_YOUR OBJECTIVE_: Leaving out all pictures, give again each line exactly, from the start of the listing through the line that contains "width:90px; height:90px; display:grid;".

_DATASET_:
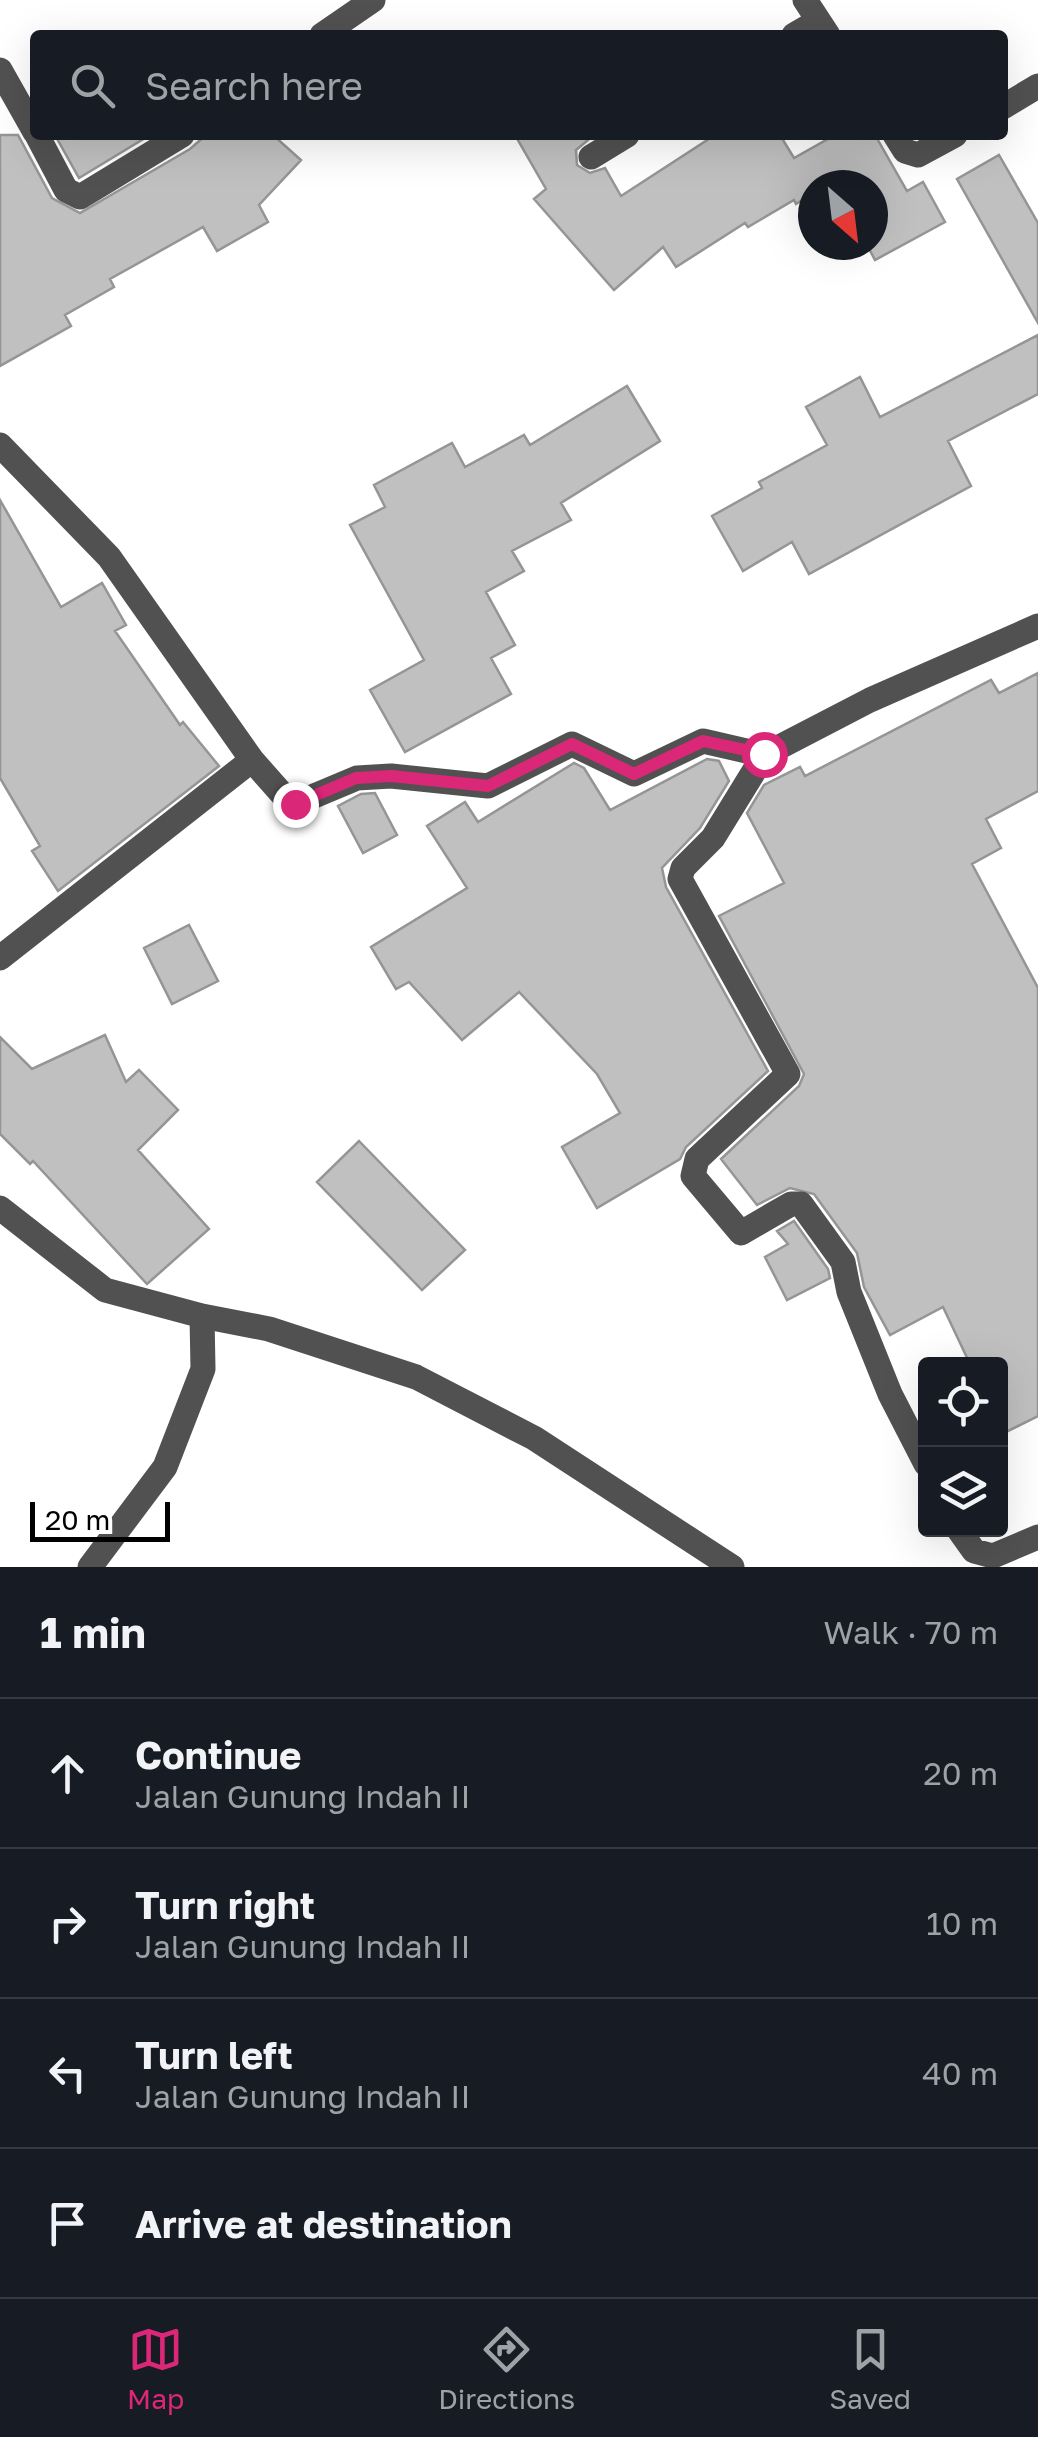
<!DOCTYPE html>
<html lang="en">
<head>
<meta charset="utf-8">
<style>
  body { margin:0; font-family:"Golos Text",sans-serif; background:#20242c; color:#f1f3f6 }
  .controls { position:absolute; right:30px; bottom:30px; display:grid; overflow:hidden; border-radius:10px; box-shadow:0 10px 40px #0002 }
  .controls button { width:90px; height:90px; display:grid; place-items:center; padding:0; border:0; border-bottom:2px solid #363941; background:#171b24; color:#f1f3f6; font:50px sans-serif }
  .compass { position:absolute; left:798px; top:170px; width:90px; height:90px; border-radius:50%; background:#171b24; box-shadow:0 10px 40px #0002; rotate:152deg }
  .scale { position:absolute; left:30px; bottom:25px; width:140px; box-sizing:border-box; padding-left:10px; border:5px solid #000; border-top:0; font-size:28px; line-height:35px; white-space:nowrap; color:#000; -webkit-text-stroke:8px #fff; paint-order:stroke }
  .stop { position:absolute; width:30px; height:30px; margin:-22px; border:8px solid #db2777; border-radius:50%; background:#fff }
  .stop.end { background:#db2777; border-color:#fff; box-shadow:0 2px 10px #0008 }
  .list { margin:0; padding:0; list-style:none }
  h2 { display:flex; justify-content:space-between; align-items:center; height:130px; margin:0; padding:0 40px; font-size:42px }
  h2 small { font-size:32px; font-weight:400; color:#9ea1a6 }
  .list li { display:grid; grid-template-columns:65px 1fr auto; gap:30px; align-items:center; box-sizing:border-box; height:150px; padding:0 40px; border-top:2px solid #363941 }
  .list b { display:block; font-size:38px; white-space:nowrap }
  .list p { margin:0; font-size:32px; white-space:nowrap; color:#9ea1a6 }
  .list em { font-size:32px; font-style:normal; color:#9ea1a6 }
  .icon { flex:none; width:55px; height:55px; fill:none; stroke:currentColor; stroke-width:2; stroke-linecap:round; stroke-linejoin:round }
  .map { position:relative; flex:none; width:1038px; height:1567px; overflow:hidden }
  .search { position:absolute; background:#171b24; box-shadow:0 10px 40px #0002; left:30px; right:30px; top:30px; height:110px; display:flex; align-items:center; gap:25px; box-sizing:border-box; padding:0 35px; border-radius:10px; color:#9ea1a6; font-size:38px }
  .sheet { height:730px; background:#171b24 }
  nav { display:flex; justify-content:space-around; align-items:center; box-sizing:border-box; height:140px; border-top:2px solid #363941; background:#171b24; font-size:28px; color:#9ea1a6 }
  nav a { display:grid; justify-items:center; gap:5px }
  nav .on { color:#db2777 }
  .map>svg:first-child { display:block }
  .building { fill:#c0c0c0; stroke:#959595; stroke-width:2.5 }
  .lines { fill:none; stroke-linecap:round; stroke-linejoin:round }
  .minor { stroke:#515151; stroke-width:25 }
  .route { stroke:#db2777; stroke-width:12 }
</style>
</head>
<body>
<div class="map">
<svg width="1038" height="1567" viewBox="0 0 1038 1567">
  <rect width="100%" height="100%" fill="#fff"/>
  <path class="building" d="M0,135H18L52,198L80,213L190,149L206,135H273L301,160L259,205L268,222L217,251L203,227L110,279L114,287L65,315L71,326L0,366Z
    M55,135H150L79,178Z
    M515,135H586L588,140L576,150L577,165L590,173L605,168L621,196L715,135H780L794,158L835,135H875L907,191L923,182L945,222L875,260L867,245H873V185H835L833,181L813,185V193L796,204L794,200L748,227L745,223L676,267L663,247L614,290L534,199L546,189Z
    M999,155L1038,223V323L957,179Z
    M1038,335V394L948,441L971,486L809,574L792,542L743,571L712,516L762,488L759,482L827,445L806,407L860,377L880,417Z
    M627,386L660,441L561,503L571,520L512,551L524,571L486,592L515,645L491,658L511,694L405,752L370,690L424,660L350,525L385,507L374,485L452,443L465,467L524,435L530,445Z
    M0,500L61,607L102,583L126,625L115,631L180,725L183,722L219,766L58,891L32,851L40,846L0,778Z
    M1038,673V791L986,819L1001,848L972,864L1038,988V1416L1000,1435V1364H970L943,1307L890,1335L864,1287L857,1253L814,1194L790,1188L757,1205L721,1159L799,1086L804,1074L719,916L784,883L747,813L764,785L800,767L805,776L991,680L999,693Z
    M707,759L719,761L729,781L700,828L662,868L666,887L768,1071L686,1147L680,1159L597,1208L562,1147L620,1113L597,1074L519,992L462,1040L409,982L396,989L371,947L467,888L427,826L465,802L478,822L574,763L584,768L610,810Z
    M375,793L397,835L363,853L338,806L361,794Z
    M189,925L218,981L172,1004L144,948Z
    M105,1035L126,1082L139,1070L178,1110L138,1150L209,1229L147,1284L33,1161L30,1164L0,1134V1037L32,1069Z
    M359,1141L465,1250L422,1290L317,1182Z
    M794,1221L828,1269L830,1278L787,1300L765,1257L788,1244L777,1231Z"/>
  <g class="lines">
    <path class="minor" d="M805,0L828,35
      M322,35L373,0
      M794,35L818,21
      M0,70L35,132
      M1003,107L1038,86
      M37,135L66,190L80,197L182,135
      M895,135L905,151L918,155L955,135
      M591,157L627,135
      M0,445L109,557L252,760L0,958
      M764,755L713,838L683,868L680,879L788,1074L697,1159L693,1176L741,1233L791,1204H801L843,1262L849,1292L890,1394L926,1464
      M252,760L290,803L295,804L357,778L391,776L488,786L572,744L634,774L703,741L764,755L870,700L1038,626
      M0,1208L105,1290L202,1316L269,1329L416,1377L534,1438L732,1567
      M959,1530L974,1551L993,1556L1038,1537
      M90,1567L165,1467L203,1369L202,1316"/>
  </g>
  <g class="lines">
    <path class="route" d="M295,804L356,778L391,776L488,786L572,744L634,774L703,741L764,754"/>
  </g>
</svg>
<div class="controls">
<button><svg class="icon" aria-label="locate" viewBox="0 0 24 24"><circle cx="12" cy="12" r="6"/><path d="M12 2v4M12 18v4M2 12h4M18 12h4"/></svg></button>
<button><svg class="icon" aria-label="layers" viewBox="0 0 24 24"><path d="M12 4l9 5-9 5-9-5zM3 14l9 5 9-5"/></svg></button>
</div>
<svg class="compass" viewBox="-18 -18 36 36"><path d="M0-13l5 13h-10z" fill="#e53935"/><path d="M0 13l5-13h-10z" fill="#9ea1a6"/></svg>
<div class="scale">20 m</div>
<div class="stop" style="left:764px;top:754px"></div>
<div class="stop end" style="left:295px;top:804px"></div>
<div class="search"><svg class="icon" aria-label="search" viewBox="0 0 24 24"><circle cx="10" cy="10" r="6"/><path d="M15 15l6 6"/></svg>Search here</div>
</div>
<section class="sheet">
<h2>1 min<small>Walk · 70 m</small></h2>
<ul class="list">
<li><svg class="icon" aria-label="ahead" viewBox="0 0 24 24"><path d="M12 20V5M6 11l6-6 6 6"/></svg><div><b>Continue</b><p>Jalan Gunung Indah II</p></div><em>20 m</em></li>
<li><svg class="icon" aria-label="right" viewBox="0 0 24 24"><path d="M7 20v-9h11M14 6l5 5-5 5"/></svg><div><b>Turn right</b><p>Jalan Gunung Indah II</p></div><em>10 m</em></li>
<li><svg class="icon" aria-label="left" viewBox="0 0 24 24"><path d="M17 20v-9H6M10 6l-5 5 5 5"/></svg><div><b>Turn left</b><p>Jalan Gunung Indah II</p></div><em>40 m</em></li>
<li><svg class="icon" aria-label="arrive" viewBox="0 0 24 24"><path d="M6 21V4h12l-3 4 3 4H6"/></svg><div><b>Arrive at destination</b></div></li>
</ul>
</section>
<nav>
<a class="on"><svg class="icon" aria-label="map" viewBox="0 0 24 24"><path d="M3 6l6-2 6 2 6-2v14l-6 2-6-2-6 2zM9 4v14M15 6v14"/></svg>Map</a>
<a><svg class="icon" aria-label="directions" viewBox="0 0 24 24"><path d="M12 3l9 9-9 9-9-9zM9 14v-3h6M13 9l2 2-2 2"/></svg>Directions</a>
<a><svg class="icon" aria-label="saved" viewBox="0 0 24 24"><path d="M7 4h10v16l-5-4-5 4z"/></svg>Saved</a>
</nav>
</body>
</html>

_RESULT OF THIS TASK_:
<!DOCTYPE html>
<html lang="en">
<head>
<meta charset="utf-8">
<style>
  body { margin:0; font-family:"Golos Text",sans-serif; background:#20242c; color:#f1f3f6 }
  .controls { position:absolute; right:30px; bottom:30px; display:grid; overflow:hidden; border-radius:10px; box-shadow:0 10px 40px #0002 }
  .controls button { width:90px; height:90px; display:grid; place-items:center; padding:0; border:0; border-bottom:2px solid #363941; background:#171b24; color:#f1f3f6; font:50px sans-serif }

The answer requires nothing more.